U.S. Steel Corp., Pittsburgh, has shelled out
more than $3 billion to acquire two steel producers operating
in different markets.
Its plans for Lone Star Technologies Inc.,
Dallas, are clear, given that company's presence in the booming
energy market. The $2.1-billion Lone Star purchase was closed
in June. Its plans for Stelco Inc., Hamilton, Ontario, are
somewhat less clear. The $1.1-billion deal to acquire Stelco
was reached in late August.
Stelco emerged from protection under the
Companies Creditors' Arrangement Act (CCAA), the Canadian
equivalent of U.S. Chapter 11 bankruptcy protection, in April
2006. Shortly thereafter, Rodney Mott, new chief executive
officer, launched a complete restructuring followed by a
comprehensive strategic review of the entire company.
The idea was to make Stelco part of a larger
operation. Mott had seen first-hand the inclusion of Dofasco
Inc., Hamilton, in the merger of Mittal Steel Co. NV and
Arcelor SA. He also was aware that nearby Algoma Steel Inc.,
Sault Ste. Marie, Ontario, was beginning its own strategic
review and courting potential buyers. When Algoma was acquired
by India's Essar Global Ltd. earlier this year, Stelco was left
as Canada's only independent integrated steelmaker. Mott turned
what some might have viewed as a disadvantage in his favor.
"There are those who thought they were in bad
shape as the only independent," one industry analyst said. "It
turned out not to be the case. With global consolidation and
the interest of foreign buyers in the North American market,
they actually ended up in a pretty good position."
That position, simply put, was supply and
demand. The supply of available North American independent
steelmakers was short-at the time, only Stelco, AK Steel Corp.,
West Chester, Ohio, and WCI Steel, Inc., Warren, Ohio-and the
number of interested parties seeking a presence in North
America was high.
Thus Stelco, newly restructured and with a
rebuilt, modern Lake Erie Steel plant in Nanticoke, Ontario, as
a crown jewel, went from downtrodden to desirable. Four major
steel producers expressed serious interest by Friday, Aug. 24.
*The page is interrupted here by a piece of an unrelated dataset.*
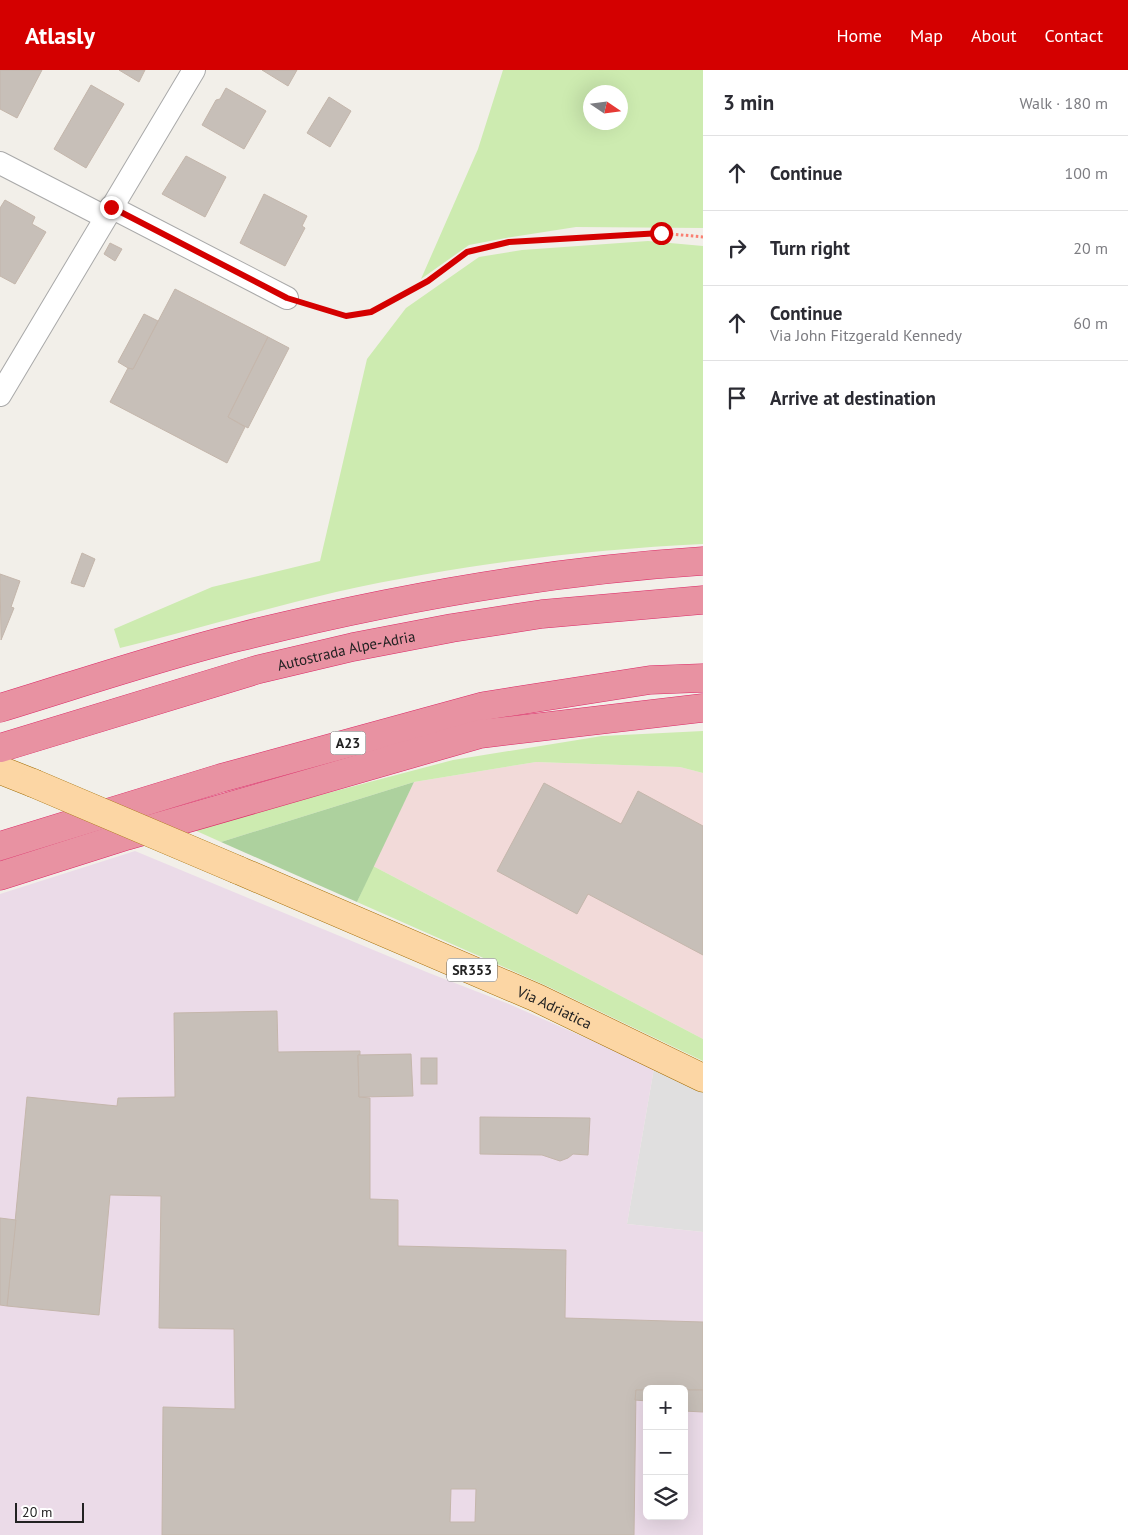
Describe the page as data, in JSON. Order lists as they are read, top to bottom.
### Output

By the time the weekend was over, U.S. Steel had an agreement
to acquire the company and the backing of the holders of 76
percent of Stelco's outstanding shares in support of its
The deal provides numerous benefits for U.S.
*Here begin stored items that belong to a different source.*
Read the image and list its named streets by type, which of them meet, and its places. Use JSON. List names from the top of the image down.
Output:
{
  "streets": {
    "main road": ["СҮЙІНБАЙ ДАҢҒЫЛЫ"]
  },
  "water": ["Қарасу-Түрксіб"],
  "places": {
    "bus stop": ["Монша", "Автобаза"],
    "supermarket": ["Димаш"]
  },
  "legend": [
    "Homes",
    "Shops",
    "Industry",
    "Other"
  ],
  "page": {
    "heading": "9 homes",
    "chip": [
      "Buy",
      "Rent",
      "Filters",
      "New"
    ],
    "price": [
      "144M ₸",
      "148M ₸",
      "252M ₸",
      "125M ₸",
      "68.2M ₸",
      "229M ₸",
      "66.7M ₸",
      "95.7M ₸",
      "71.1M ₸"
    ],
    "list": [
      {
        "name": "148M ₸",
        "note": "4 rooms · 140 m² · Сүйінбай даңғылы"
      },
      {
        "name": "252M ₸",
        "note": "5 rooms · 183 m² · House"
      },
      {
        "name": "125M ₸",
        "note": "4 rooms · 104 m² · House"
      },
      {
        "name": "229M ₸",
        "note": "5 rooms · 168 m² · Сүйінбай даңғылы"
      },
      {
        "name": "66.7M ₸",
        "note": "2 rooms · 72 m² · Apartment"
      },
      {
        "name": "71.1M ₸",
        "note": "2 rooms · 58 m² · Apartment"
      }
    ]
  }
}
Steel, which had been rumored to be interested in Stelco for
more than three years. Stelco has been a key supplier to North
American automotive companies for years and its presence on
Lake Ontario makes the transportation of steel, slab and raw
materials to the United States relatively inexpensive.
John P. Surma, chairman, president and chief
executive officer of U.S. Steel, noted, in fact, that Stelco is
long some 900,000 tons of slab. His company can use that slab
capacity to feed finishing operations it already owns in the
United States and also to complement its acquisition of Lone
Star and its steel tube operations.
Stelco had been planning to generate cash by
selling slab to some of its North American competitors. U.S.
Steel, which may have been a buyer of those slabs, now has its
hands on an ample supply.
The deal also significantly boosts U.S.
Steel's presence in the automotive market, where it already
ranks among the lead suppliers. The Stelco operations will
provide it with an additional 5.5 million tons of annual steel
production capacity, bringing its total North American capacity
to just shy of 25 million tons per year and making it the
fifth-largest steel producer in the world.
Speculation has begun as to what is next for
U.S. Steel. Signs point to additional growth by acquisition.
One sign clearly is not in its path. Asked about future
acquisition opportunities, Surma spelled things out succinctly
"We won't be putting up a stop sign."